• _TASK INSTRUCTIONS_: Scan the records for the word "Directions". Return each line where it is found.
BEGIN PROVIDED RECORDS
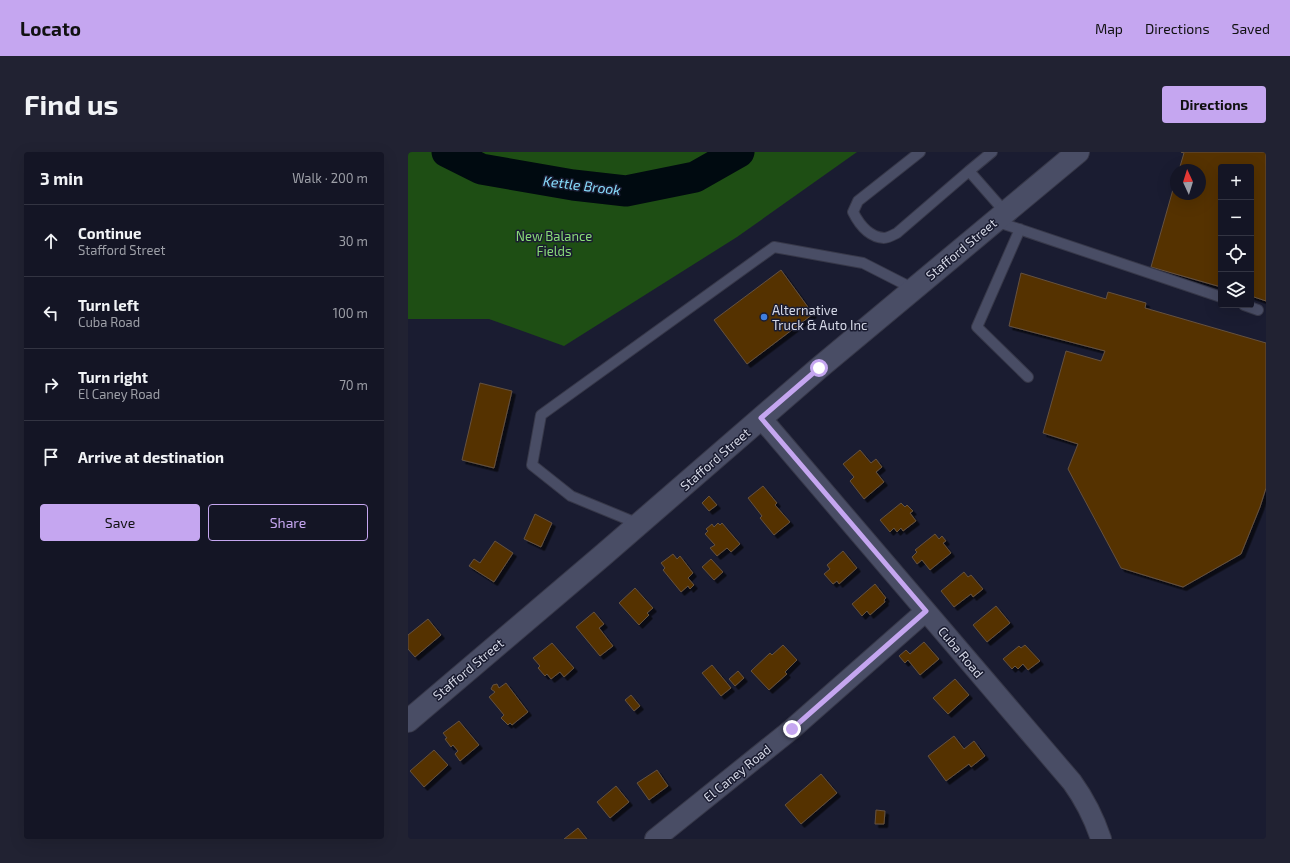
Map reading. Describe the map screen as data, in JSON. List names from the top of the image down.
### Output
{
  "streets": {
    "main road": ["Stafford Street"],
    "street": ["Cuba Road", "El Caney Road"]
  },
  "crossings": [
    ["Stafford Street", "Cuba Road"],
    ["Cuba Road", "El Caney Road"]
  ],
  "water": ["Kettle Brook"],
  "parks": ["New Balance Fields"],
  "places": ["Alternative Truck & Auto Inc"],
  "north": "top",
  "page": {
    "header": "Locato",
    "nav": ["Map", "Directions", "Saved"],
    "buttons": [
      "Directions",
      ["Save", "Share"]
    ],
    "title": "Find us",
    "heading": ["3 min", "Walk · 200 m"],
    "map_buttons": ["+", "−"],
    "list": [
      ["Continue", "Stafford Street", "30 m"],
      ["Turn left", "Cuba Road", "100 m"],
      ["Turn right", "El Caney Road", "70 m"],
      "Arrive at destination"
    ]
  }
}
END PROVIDED RECORDS
• _SOLVED EXERCISE_:
    "nav": ["Map", "Directions", "Saved"],
      "Directions",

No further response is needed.